**Work instruction**
Will you return, word for word, only the lines from the top of the data below down to and including the one with "--surface:#fff; --page:#f6f6f6; --text:#222;"?

Provided records Block Start

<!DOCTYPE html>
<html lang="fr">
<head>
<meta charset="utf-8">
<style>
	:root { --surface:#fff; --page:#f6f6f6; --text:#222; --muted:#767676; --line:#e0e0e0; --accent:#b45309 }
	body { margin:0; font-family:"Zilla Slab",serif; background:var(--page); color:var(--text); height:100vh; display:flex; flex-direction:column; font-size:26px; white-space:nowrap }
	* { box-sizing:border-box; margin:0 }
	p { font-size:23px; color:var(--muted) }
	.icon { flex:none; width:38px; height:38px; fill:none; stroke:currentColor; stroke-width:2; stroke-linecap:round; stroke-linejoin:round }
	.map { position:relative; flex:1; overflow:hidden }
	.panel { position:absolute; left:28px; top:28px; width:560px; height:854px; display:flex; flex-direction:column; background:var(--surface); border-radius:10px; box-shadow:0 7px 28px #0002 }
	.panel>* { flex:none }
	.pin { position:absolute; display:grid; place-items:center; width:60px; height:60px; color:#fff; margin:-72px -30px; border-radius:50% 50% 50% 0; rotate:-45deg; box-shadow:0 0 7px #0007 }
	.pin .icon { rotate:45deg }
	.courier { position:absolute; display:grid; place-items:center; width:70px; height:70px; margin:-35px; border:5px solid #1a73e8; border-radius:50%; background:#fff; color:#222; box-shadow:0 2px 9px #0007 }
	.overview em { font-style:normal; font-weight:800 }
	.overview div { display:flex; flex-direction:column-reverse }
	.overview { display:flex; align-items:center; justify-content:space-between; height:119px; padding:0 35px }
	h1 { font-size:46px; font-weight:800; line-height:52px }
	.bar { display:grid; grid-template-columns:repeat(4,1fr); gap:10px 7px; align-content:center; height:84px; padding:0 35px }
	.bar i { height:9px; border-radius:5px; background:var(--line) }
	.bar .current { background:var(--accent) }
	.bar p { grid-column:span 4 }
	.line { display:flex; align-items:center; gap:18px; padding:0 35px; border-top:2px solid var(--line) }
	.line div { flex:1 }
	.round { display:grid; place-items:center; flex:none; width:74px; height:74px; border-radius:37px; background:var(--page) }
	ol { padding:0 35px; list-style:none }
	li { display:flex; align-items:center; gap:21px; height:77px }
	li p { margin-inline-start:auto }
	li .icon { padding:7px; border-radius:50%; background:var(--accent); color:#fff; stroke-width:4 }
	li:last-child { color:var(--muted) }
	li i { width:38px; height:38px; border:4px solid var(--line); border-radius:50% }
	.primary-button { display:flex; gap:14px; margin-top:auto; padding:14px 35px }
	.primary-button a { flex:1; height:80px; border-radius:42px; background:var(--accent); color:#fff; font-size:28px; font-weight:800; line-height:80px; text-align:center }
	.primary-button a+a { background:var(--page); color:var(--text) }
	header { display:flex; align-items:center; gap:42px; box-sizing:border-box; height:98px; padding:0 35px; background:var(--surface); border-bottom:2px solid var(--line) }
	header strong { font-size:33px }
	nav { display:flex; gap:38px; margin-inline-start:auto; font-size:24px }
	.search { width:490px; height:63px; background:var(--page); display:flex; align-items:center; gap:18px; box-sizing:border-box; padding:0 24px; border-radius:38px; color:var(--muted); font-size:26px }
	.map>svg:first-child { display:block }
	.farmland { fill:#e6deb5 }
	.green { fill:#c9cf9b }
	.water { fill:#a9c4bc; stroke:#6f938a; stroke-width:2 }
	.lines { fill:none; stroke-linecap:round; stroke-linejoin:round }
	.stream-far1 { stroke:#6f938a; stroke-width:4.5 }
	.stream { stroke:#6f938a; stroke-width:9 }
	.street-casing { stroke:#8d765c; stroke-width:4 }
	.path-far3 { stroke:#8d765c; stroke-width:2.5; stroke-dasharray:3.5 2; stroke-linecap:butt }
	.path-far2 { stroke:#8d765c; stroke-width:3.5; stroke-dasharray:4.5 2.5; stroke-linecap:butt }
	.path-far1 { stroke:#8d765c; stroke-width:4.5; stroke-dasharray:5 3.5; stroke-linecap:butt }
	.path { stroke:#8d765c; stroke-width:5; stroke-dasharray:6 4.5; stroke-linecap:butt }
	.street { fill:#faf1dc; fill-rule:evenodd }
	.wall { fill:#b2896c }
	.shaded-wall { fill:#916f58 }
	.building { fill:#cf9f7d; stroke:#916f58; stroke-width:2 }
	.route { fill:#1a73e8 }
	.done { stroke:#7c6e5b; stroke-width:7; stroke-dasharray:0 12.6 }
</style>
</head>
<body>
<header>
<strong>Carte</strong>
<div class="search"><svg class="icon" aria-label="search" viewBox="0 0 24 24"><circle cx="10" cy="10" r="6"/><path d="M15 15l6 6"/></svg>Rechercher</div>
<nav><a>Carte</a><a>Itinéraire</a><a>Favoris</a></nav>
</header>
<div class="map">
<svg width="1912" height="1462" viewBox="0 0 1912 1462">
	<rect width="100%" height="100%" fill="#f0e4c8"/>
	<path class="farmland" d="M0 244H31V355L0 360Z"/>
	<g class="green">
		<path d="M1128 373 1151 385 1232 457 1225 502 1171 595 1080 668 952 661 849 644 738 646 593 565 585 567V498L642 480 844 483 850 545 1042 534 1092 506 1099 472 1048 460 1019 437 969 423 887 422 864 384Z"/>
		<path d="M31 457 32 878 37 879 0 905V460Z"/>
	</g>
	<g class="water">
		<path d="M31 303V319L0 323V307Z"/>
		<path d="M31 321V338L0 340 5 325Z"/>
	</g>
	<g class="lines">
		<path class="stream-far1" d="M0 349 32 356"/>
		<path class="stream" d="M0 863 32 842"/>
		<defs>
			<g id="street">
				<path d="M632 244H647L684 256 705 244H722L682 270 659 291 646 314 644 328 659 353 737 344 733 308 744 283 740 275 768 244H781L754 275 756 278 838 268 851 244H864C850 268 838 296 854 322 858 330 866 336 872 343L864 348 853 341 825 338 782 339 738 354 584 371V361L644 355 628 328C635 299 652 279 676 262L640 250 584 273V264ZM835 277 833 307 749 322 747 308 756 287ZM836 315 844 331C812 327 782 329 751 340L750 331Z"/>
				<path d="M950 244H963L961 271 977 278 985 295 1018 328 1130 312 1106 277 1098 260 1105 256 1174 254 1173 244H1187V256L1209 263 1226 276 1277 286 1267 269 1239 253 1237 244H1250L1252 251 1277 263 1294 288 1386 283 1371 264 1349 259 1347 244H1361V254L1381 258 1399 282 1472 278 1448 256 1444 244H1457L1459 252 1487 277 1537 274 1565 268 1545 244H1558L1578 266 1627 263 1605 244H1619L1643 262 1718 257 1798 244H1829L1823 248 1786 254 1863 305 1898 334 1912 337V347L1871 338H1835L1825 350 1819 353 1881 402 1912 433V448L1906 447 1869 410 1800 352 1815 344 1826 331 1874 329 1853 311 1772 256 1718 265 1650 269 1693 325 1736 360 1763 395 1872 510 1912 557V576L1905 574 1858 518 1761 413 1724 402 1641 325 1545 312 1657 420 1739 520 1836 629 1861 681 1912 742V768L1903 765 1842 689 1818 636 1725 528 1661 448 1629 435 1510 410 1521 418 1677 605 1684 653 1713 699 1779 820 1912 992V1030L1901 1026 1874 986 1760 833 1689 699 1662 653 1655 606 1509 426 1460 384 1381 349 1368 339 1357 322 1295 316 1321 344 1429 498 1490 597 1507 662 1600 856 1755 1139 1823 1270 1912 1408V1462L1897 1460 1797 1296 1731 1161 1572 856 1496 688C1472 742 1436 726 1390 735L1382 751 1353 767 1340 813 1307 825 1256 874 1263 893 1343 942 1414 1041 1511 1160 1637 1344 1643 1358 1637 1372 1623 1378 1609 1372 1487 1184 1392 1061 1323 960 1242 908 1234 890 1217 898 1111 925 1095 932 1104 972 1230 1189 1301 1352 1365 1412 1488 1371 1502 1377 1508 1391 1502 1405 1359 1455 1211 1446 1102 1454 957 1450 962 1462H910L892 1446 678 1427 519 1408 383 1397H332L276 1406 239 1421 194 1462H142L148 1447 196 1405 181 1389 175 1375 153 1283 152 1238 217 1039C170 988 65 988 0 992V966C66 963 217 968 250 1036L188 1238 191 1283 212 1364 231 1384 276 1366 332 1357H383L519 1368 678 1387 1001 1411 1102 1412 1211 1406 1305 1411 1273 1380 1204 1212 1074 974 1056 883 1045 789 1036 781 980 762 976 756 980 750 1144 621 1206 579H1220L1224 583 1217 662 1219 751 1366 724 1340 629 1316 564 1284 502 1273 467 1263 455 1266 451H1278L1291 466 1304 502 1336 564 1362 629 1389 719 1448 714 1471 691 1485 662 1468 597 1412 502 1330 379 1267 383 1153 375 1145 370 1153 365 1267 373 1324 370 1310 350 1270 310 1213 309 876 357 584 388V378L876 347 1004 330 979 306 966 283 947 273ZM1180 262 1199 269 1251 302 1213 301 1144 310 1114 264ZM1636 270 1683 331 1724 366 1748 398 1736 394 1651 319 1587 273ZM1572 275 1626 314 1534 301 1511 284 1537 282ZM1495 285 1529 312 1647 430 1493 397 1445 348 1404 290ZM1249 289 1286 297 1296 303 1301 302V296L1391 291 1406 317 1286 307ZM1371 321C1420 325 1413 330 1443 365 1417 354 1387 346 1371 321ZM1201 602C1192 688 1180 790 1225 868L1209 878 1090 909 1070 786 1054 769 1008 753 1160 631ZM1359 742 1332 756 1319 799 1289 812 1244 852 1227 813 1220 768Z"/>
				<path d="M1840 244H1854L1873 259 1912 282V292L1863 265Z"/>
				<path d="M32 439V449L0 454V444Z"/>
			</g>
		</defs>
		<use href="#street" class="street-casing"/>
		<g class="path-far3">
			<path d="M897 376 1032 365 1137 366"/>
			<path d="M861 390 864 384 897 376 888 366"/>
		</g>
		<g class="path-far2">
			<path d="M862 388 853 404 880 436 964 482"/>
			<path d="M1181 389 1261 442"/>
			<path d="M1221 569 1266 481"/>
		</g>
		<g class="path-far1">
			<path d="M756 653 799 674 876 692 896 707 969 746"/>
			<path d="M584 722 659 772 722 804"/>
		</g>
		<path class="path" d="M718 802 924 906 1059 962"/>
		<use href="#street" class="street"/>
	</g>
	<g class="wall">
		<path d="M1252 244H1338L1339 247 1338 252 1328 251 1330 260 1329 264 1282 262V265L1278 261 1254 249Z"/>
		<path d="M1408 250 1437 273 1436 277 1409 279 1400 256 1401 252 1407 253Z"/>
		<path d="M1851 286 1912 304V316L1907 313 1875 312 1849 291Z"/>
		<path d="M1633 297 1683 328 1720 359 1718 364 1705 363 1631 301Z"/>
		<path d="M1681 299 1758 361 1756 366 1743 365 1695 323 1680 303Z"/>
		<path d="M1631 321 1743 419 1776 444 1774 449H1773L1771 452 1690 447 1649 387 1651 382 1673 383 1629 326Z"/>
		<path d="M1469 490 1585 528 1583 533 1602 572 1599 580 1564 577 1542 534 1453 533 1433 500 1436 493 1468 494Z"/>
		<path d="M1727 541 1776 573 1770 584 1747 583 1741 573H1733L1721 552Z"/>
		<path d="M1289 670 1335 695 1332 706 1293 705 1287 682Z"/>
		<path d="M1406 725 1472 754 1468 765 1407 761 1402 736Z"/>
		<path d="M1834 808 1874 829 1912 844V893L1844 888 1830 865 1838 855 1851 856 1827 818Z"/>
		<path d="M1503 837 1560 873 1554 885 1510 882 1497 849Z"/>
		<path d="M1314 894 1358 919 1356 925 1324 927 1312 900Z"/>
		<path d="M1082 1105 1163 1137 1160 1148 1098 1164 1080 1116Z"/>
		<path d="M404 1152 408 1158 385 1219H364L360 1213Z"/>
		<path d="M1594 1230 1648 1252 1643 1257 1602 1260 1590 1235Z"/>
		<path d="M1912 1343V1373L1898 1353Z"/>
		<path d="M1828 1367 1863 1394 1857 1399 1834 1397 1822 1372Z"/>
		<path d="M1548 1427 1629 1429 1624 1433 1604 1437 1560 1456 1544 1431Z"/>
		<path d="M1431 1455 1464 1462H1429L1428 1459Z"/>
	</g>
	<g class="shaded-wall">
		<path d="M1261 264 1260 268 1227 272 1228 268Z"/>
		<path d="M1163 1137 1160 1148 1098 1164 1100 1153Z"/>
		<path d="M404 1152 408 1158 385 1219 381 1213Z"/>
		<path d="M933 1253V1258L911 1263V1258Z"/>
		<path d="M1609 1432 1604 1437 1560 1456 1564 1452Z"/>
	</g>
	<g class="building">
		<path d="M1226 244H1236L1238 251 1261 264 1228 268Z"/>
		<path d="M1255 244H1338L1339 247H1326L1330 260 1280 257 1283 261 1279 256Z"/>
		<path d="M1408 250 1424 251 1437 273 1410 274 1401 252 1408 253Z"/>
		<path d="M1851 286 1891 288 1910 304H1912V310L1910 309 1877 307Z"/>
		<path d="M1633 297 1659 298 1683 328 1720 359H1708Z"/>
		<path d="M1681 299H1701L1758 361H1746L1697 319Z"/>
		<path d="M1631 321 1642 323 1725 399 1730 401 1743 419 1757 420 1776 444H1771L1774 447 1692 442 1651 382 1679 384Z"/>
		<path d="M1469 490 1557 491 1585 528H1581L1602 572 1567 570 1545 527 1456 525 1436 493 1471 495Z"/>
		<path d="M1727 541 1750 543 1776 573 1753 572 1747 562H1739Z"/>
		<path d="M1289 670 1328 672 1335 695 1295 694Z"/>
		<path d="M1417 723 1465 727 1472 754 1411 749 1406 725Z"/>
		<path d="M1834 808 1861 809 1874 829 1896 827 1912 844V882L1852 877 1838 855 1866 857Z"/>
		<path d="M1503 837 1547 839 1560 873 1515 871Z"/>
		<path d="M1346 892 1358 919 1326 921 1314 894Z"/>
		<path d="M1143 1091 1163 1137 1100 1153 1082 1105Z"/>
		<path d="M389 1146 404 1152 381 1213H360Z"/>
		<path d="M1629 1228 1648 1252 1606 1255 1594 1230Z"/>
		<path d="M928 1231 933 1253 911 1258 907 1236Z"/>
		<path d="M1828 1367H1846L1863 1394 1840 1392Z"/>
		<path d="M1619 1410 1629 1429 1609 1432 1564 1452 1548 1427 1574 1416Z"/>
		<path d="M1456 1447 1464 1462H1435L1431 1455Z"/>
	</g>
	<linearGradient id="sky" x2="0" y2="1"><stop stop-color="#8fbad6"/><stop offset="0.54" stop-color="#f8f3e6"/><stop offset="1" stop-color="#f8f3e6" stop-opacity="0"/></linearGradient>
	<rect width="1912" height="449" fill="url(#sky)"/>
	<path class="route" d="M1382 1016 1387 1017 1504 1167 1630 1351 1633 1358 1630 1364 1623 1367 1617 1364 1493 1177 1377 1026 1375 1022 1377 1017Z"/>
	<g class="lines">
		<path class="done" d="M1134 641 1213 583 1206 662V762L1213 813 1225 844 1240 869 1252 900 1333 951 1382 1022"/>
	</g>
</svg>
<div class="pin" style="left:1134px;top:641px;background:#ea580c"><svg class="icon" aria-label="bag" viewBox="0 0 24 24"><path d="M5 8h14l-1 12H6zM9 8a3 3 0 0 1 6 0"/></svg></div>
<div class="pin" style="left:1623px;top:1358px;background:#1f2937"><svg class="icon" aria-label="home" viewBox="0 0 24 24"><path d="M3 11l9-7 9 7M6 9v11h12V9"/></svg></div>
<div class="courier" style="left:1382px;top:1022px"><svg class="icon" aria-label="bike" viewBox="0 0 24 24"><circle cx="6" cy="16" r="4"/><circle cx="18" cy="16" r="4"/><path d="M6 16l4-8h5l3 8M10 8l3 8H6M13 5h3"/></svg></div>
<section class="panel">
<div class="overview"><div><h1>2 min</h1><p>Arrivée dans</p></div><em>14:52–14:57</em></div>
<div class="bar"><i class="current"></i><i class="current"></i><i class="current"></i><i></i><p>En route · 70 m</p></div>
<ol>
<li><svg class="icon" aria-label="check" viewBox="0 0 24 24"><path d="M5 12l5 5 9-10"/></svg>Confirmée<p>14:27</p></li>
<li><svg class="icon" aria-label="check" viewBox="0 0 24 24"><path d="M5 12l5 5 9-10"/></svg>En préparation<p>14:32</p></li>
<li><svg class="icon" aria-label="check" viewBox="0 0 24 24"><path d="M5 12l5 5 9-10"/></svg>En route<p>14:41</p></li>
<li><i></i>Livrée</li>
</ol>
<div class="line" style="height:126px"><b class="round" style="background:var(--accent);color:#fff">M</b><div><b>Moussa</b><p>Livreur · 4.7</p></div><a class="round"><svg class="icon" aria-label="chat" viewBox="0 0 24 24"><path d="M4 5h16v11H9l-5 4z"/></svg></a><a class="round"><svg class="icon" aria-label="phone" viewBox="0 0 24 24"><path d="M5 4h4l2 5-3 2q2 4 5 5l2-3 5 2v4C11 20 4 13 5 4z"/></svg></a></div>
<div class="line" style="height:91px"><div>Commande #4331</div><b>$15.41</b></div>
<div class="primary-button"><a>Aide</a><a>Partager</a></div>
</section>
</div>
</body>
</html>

Provided records Block End

**Answer box**
<!DOCTYPE html>
<html lang="fr">
<head>
<meta charset="utf-8">
<style>
	:root { --surface:#fff; --page:#f6f6f6; --text:#222; --muted:#767676; --line:#e0e0e0; --accent:#b45309 }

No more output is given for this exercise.